Está a decorrer aliás nas redes sociais”, disse José Leitão.
A Câmara de
Lisboa, que anunciou as suas medidas contra o coronavírus a meio da tarde, já
depois desta discussão, não incluiu entre elas a limitação de assistir a
reuniões da autarquia.
“A mesa,
consultados os grupos parlamentares, vai realizar esta sessão com limitações de
entrada, apenas estando presentes os membros do público que se inscreveram para
falar”, anunciou o autarca. “Segundo informação da Polícia Municipal, a única
forma de assegurar a segurança física do funcionamento desta assembleia é manter
estas limitações.”
Vários deputados
manifestaram-se surpreendidos com estas informações, até porque na porta da
sala plenária esteve colado um cartaz que apenas mencionava a ameaça do
coronavírus. “Isto não coincide com aquilo que o senhor presidente disse aqui.

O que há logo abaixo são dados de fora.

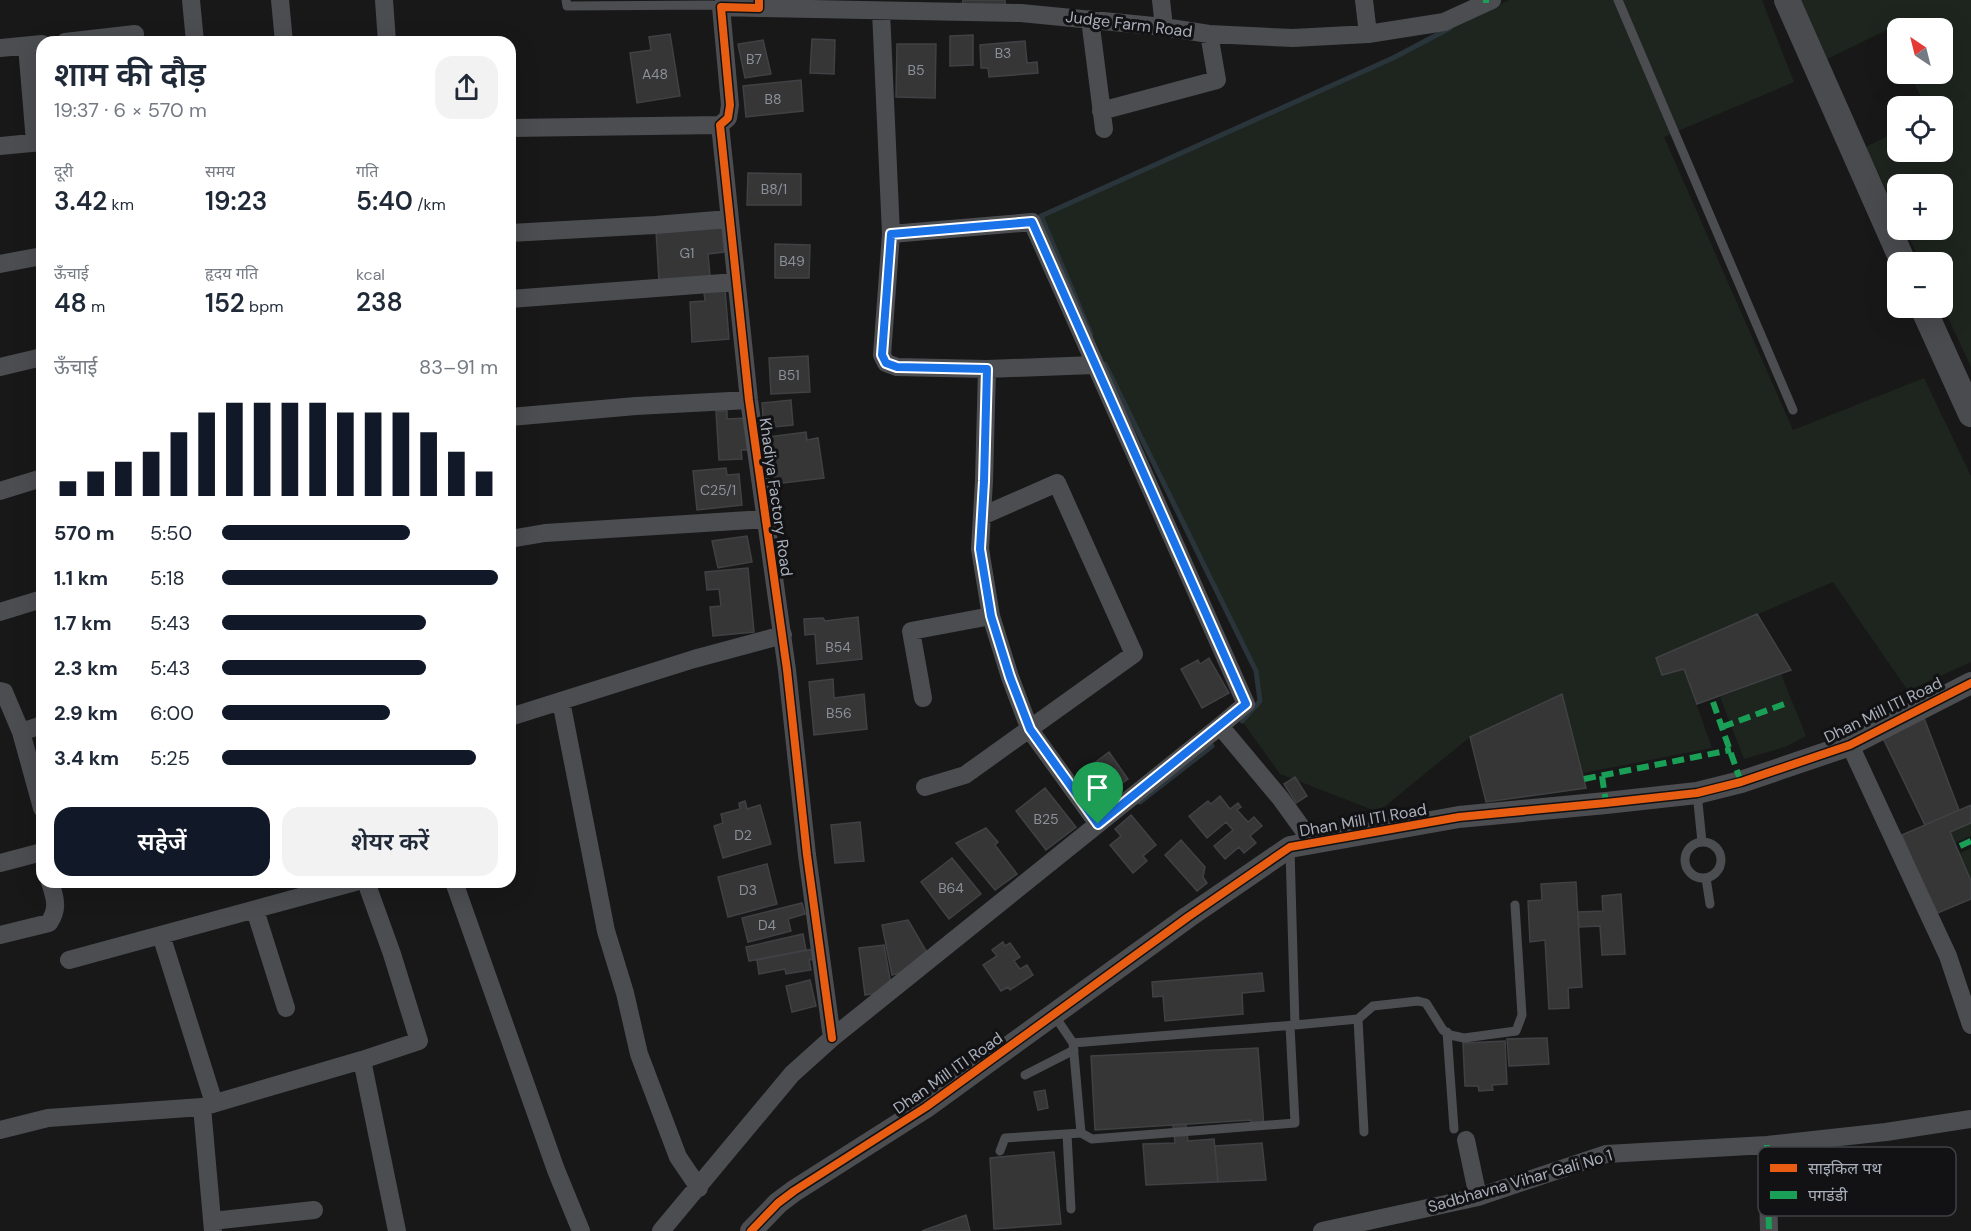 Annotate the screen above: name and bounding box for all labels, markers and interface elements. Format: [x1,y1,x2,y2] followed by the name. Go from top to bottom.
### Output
[1064,6,1194,42] street label: Judge Farm Road
[1887,18,1953,84] north arrow
[1887,18,1953,318] map controls
[995,44,1011,62] house number: B3
[746,50,762,68] house number: B7
[54,53,206,96] text: शाम की दौड़
[435,56,498,119] button: share
[908,61,924,79] house number: B5
[642,65,668,83] house number: A48
[765,90,781,108] house number: B8
[1887,96,1953,162] button: locate
[54,97,207,123] text: 19:37 · 6 × 570 m
[54,161,73,182] text: दूरी
[205,161,235,182] text: समय
[356,161,378,182] text: गति
[1887,174,1953,240] button: +
[761,180,787,198] house number: B8/1
[54,184,107,218] text: 3.42
[205,184,267,218] text: 19:23
[356,184,413,218] text: 5:40
[107,194,134,215] text: km
[413,194,446,215] text: /km
[680,244,694,262] house number: G1
[779,252,805,270] house number: B49
[1887,252,1953,318] button: −
[54,263,89,284] text: ऊँचाई
[205,263,258,284] text: हृदय गति
[356,264,385,285] text: kcal
[356,285,403,319] text: 238
[54,286,87,320] text: 48
[205,286,245,320] text: 152
[87,296,105,317] text: m
[245,296,283,317] text: bpm
[54,354,97,380] text: ऊँचाई
[419,354,498,380] text: 83–91 m
[778,366,800,384] house number: B51
[754,416,798,578] street label: Khadiya Factory Road
[700,481,736,499] house number: C25/1
[54,520,115,546] text: 570 m
[150,520,192,546] text: 5:50
[54,565,108,591] text: 1.1 km
[150,565,185,591] text: 5:18
[54,610,112,636] text: 1.7 km
[150,610,190,636] text: 5:43
[825,638,851,656] house number: B54
[54,655,118,681] text: 2.3 km
[150,655,190,681] text: 5:43
[1820,672,1946,748] street label: Dhan Mill ITI Road
[54,700,118,726] text: 2.9 km
[150,700,194,726] text: 6:00
[826,704,852,722] house number: B56
[54,745,119,771] text: 3.4 km
[150,745,190,771] text: 5:25
[1072,762,1123,824] pin
[1081,771,1114,804] icon: arrive
[1298,798,1428,842] street label: Dhan Mill ITI Road
[54,807,270,876] button: सहेजें
[282,807,498,876] button: शेयर करें
[1033,810,1059,828] house number: B25
[734,826,752,844] house number: D2
[938,879,964,897] house number: B64
[739,881,757,899] house number: D3
[758,916,777,934] house number: D4
[889,1027,1007,1119] street label: Dhan Mill ITI Road
[1425,1145,1615,1217] street label: Sadbhavna Vihar Gali No 1
[1758,1147,1956,1216] legend
[1808,1158,1882,1179] text: साइकिल पथ
[1808,1185,1848,1206] text: पगडंडी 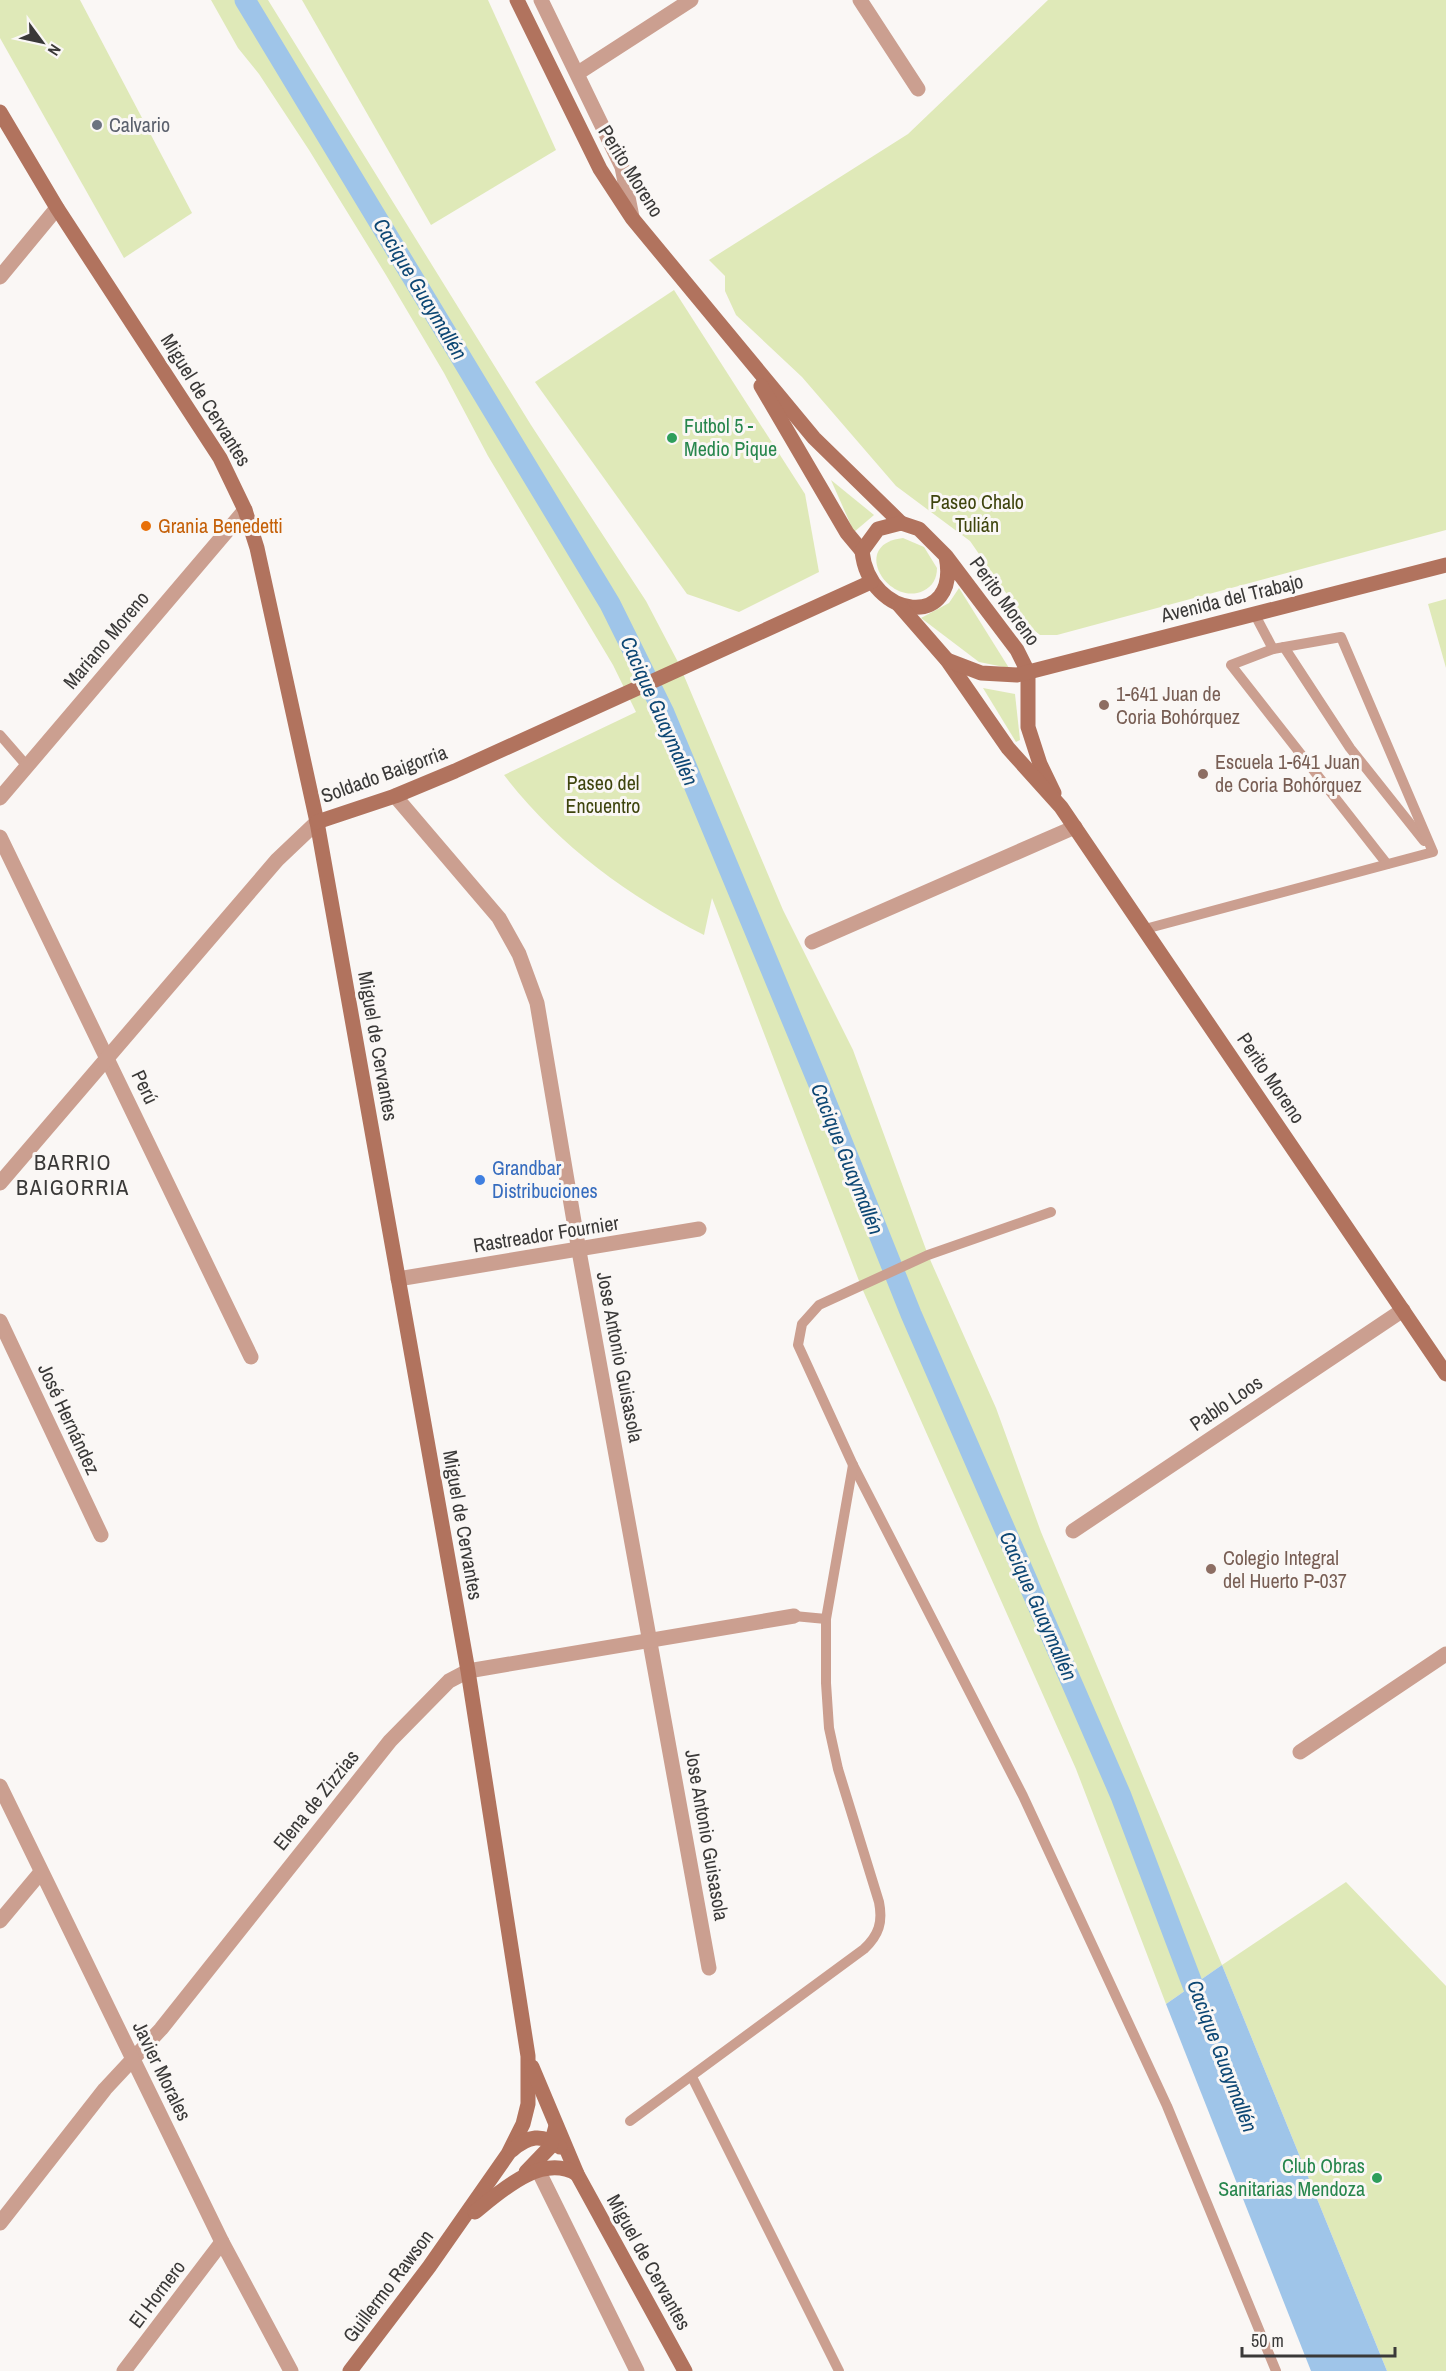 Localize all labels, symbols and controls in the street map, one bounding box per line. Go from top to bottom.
north arrow [12,12,72,72]
text: N [43,40,66,60]
place label: Calvario [109,111,170,138]
marker: Calvario [90,118,104,132]
street label: Perito Moreno [592,120,670,222]
water label: Cacique Guaymallén [367,212,474,365]
street label: Miguel de Cervantes [155,328,258,471]
place label: Futbol 5 - Medio Pique [684,412,777,462]
marker: Futbol 5 - Medio Pique [665,431,679,445]
park label: Paseo Chalo Tulián [930,488,1024,538]
place label: Grania Benedetti [158,512,283,539]
marker: Grania Benedetti [139,519,153,533]
street label: Perito Moreno [964,551,1047,651]
street label: Avenida del Trabajo [1157,567,1306,628]
street label: Mariano Moreno [57,585,155,694]
water label: Cacique Guaymallén [614,631,705,790]
place label: 1-641 Juan de Coria Bohórquez [1116,680,1240,730]
marker: 1-641 Juan de Coria Bohórquez [1097,698,1111,712]
street label: Soldado Baigorria [317,738,451,809]
place label: Escuela 1-641 Juan de Coria Bohórquez [1215,748,1362,798]
marker: Escuela 1-641 Juan de Coria Bohórquez [1196,767,1210,781]
park label: Paseo del Encuentro [566,769,640,819]
street label: Miguel de Cervantes [352,969,405,1123]
street label: Perito Moreno [1231,1027,1312,1128]
street label: Perú [126,1065,165,1108]
water label: Cacique Guaymallén [804,1079,891,1239]
district label: BARRIO BAIGORRIA [16,1147,130,1202]
place label: Grandbar Distribuciones [492,1154,598,1204]
marker: Grandbar Distribuciones [473,1173,487,1187]
street label: Rastreador Fournier [471,1209,621,1258]
street label: Jose Antonio Guisasola [591,1269,650,1445]
street label: José Hernández [32,1359,107,1479]
street label: Pablo Loos [1184,1368,1267,1437]
street label: Miguel de Cervantes [437,1448,490,1602]
water label: Cacique Guaymallén [993,1526,1084,1685]
place label: Colegio Integral del Huerto P-037 [1223,1544,1347,1594]
marker: Colegio Integral del Huerto P-037 [1204,1562,1218,1576]
street label: Elena de Zizzias [267,1744,365,1856]
street label: Jose Antonio Guisasola [679,1747,736,1923]
water label: Cacique Guaymallén [1180,1976,1265,2136]
street label: Javier Morales [127,2017,198,2125]
place label: Club Obras Sanitarias Mendoza [1218,2152,1365,2202]
marker: Club Obras Sanitarias Mendoza [1370,2171,1384,2185]
street label: Miguel de Cervantes [601,2189,698,2334]
street label: Guillermo Rawson [336,2224,439,2348]
street label: El Hornero [122,2254,191,2333]
scale bar [1242,2320,1395,2358]
text: 50 m [1251,2328,1284,2353]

Tudo isto é muito estranho. A democracia tem regras”, afirmou Modesto Navarro,
do PCP.
“Eu não tenho
conhecimento do cartaz. Mando retirar o cartaz a quem o tenha colocado”,
respondeu José Leitão. O presidente acrescentou que “só pouco antes da sessão”
é que “a mesa teve conhecimento de que havia uma ameaça nas redes sociais” e
que, perante isso, “pediu a presença do representante da Polícia Municipal”,
que terá respondido que “não tinham condições de assegurar a segurança desta
assembleia”.
Na porta do
edifício da Av. de Roma, onde estiveram algumas dezenas de pessoas, foram
colocadas grades e um dispositivo policial fora do comum. Várias famílias
protestaram contra despejos no bairro municipal Alfredo Bensaúde, nos Olivais,
onde na semana passada a polícia esvaziou 11 casas que tinham sido ilegalmente
ocupadas.
O representante
dos moradores que se manifestavam no exterior do edifício, que lá dentro usou
da palavra, disse ao PÚBLICO que quando chegou à assembleia não havia mais
ninguém à porta a não ser os agentes da polícia. Durante a sessão, Ivo
Guerreiro notou a “situação desumana” por que estão a passar no bairro: dezenas
de pessoas, onde se incluem crianças e bebés, estão dormir em carrinhas, tendas
ou nos patamares dos prédios do bairro. Na semana passada, ele e outros
moradores davam conta ao PÚBLICO de que os despejos tinham acontecido sem aviso
prévio e que a autarquia não tinha dado qualquer alternativa de alojamento, nem
permanente nem temporário. “Há muitas famílias que estão revoltadas e em
desespero”, disse Ivo Guerreiro perante dos deputados municipais.
Outro membro da
Comissão de Moradores Alfredo Bensaúde, José Lemos, também interveio na sessão,
explicando que as famílias despejadas estão neste momento a viver em “11
barracas” no bairro. A alternativa habitacional oferecida foi, segundo disse o
munícipe, “albergues cheios”. “Isto é um ciclo vicioso que nunca mais vais
acabar. As pessoas são expulsas e passados dois meses está lá outro casal. É má
gestão da Gebalis”, notou José Lemos, apelando à “humanidade” dos deputados:
“Somos ciganos, sim, mas somos humanos acima de tudo”.
A decisão da mesa
– constituída pelo PS, PSD e um independente – foi apoiada à direita e
criticada à esquerda. “A mesa não é de um partido político, estão três forças
políticas representadas na mesa. A decisão que a mesa tomou parece-nos não só
adequada como em nada fere o funcionamento desta assembleia e a dignidade tanto
dos eleitos como dos que têm de ter aqui espaço para intervenção pública e
cívica”, argumentou Luís Newton, do PSD.
“Se há uma ameaça de tomada da assembleia pela
força, nós temos de nos precaver”, afirmou José Inácio Faria, do MPT. Já Rui
Costa, independente (ex-Bloco), disse que “nos termos da Constituição as
reuniões dos órgãos deliberativos das autarquias locais são públicas” e que não
ficaria na sala se a decisão avançasse mesmo. “Esta situação parece-nos um
pouco rara. Não é aceitável o que se está a passar”, opinou também Isabel
Pires, do BE.
Colocada à
votação a pedido dos Cidadãos Por Lisboa, a decisão da mesa acabou por ser
aprovada com os votos contra de PCP, PEV, BE e Rui Costa, a abstenção de seis
independentes e o voto a favor de todas as outras forças políticas.